#### [WHAT YOU NEED TO DO]
Please set down every entry below exactly as given.

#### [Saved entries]

Content starts

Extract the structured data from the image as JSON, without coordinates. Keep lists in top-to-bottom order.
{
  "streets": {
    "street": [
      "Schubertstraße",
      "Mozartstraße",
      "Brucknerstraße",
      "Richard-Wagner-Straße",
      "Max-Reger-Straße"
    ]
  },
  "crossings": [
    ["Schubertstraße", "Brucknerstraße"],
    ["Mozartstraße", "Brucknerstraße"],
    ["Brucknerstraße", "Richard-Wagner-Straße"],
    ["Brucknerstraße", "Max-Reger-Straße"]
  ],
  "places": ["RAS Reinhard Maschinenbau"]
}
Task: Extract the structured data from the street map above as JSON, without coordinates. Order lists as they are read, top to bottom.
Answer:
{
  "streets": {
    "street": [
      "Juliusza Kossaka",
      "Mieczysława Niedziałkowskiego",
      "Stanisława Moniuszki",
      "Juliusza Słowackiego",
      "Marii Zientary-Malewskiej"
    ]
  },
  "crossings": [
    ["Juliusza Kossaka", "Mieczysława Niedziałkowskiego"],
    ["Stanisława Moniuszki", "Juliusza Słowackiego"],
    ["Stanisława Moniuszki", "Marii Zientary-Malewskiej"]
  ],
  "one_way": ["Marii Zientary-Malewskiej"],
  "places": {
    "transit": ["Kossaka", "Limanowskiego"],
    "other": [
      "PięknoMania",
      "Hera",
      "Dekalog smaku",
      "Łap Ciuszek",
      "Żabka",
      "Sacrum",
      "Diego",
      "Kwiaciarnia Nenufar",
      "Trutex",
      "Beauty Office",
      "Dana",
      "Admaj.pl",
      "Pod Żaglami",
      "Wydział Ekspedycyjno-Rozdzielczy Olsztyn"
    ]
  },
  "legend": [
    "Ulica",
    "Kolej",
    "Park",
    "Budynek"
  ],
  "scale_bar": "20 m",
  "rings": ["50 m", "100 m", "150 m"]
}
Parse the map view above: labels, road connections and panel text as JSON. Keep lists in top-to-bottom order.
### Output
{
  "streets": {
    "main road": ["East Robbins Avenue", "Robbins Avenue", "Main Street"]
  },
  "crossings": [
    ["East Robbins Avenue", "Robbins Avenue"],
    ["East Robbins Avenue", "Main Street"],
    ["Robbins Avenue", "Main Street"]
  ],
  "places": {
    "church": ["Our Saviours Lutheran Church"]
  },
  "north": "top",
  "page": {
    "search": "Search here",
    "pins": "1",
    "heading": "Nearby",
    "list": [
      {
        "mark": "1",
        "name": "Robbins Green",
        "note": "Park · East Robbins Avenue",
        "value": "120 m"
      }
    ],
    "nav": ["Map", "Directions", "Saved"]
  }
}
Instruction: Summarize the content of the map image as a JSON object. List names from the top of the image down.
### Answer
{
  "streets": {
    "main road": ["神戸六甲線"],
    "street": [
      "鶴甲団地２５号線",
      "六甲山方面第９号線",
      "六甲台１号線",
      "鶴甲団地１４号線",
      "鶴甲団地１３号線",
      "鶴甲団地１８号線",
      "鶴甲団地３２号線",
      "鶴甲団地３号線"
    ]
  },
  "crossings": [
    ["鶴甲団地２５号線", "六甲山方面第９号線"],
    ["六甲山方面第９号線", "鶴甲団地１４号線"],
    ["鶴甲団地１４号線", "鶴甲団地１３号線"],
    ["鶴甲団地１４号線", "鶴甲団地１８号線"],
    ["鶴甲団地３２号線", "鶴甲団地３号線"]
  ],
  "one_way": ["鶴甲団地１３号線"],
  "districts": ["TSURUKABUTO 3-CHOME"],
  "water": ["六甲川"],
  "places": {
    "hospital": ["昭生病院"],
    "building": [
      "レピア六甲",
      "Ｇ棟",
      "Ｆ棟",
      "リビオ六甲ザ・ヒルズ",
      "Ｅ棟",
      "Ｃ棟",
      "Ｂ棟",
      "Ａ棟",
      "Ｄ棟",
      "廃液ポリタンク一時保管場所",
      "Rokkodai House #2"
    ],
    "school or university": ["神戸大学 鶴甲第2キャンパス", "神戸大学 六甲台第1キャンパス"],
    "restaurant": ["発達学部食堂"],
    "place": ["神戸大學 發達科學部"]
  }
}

Content ends

#### [TASK ANSWER]
Extract the structured data from the image as JSON, without coordinates. Keep lists in top-to-bottom order.
{
  "streets": {
    "street": [
      "Schubertstraße",
      "Mozartstraße",
      "Brucknerstraße",
      "Richard-Wagner-Straße",
      "Max-Reger-Straße"
    ]
  },
  "crossings": [
    ["Schubertstraße", "Brucknerstraße"],
    ["Mozartstraße", "Brucknerstraße"],
    ["Brucknerstraße", "Richard-Wagner-Straße"],
    ["Brucknerstraße", "Max-Reger-Straße"]
  ],
  "places": ["RAS Reinhard Maschinenbau"]
}
Task: Extract the structured data from the street map above as JSON, without coordinates. Order lists as they are read, top to bottom.
Answer:
{
  "streets": {
    "street": [
      "Juliusza Kossaka",
      "Mieczysława Niedziałkowskiego",
      "Stanisława Moniuszki",
      "Juliusza Słowackiego",
      "Marii Zientary-Malewskiej"
    ]
  },
  "crossings": [
    ["Juliusza Kossaka", "Mieczysława Niedziałkowskiego"],
    ["Stanisława Moniuszki", "Juliusza Słowackiego"],
    ["Stanisława Moniuszki", "Marii Zientary-Malewskiej"]
  ],
  "one_way": ["Marii Zientary-Malewskiej"],
  "places": {
    "transit": ["Kossaka", "Limanowskiego"],
    "other": [
      "PięknoMania",
      "Hera",
      "Dekalog smaku",
      "Łap Ciuszek",
      "Żabka",
      "Sacrum",
      "Diego",
      "Kwiaciarnia Nenufar",
      "Trutex",
      "Beauty Office",
      "Dana",
      "Admaj.pl",
      "Pod Żaglami",
      "Wydział Ekspedycyjno-Rozdzielczy Olsztyn"
    ]
  },
  "legend": [
    "Ulica",
    "Kolej",
    "Park",
    "Budynek"
  ],
  "scale_bar": "20 m",
  "rings": ["50 m", "100 m", "150 m"]
}
Parse the map view above: labels, road connections and panel text as JSON. Keep lists in top-to-bottom order.
### Output
{
  "streets": {
    "main road": ["East Robbins Avenue", "Robbins Avenue", "Main Street"]
  },
  "crossings": [
    ["East Robbins Avenue", "Robbins Avenue"],
    ["East Robbins Avenue", "Main Street"],
    ["Robbins Avenue", "Main Street"]
  ],
  "places": {
    "church": ["Our Saviours Lutheran Church"]
  },
  "north": "top",
  "page": {
    "search": "Search here",
    "pins": "1",
    "heading": "Nearby",
    "list": [
      {
        "mark": "1",
        "name": "Robbins Green",
        "note": "Park · East Robbins Avenue",
        "value": "120 m"
      }
    ],
    "nav": ["Map", "Directions", "Saved"]
  }
}
Instruction: Summarize the content of the map image as a JSON object. List names from the top of the image down.
### Answer
{
  "streets": {
    "main road": ["神戸六甲線"],
    "street": [
      "鶴甲団地２５号線",
      "六甲山方面第９号線",
      "六甲台１号線",
      "鶴甲団地１４号線",
      "鶴甲団地１３号線",
      "鶴甲団地１８号線",
      "鶴甲団地３２号線",
      "鶴甲団地３号線"
    ]
  },
  "crossings": [
    ["鶴甲団地２５号線", "六甲山方面第９号線"],
    ["六甲山方面第９号線", "鶴甲団地１４号線"],
    ["鶴甲団地１４号線", "鶴甲団地１３号線"],
    ["鶴甲団地１４号線", "鶴甲団地１８号線"],
    ["鶴甲団地３２号線", "鶴甲団地３号線"]
  ],
  "one_way": ["鶴甲団地１３号線"],
  "districts": ["TSURUKABUTO 3-CHOME"],
  "water": ["六甲川"],
  "places": {
    "hospital": ["昭生病院"],
    "building": [
      "レピア六甲",
      "Ｇ棟",
      "Ｆ棟",
      "リビオ六甲ザ・ヒルズ",
      "Ｅ棟",
      "Ｃ棟",
      "Ｂ棟",
      "Ａ棟",
      "Ｄ棟",
      "廃液ポリタンク一時保管場所",
      "Rokkodai House #2"
    ],
    "school or university": ["神戸大学 鶴甲第2キャンパス", "神戸大学 六甲台第1キャンパス"],
    "restaurant": ["発達学部食堂"],
    "place": ["神戸大學 發達科學部"]
  }
}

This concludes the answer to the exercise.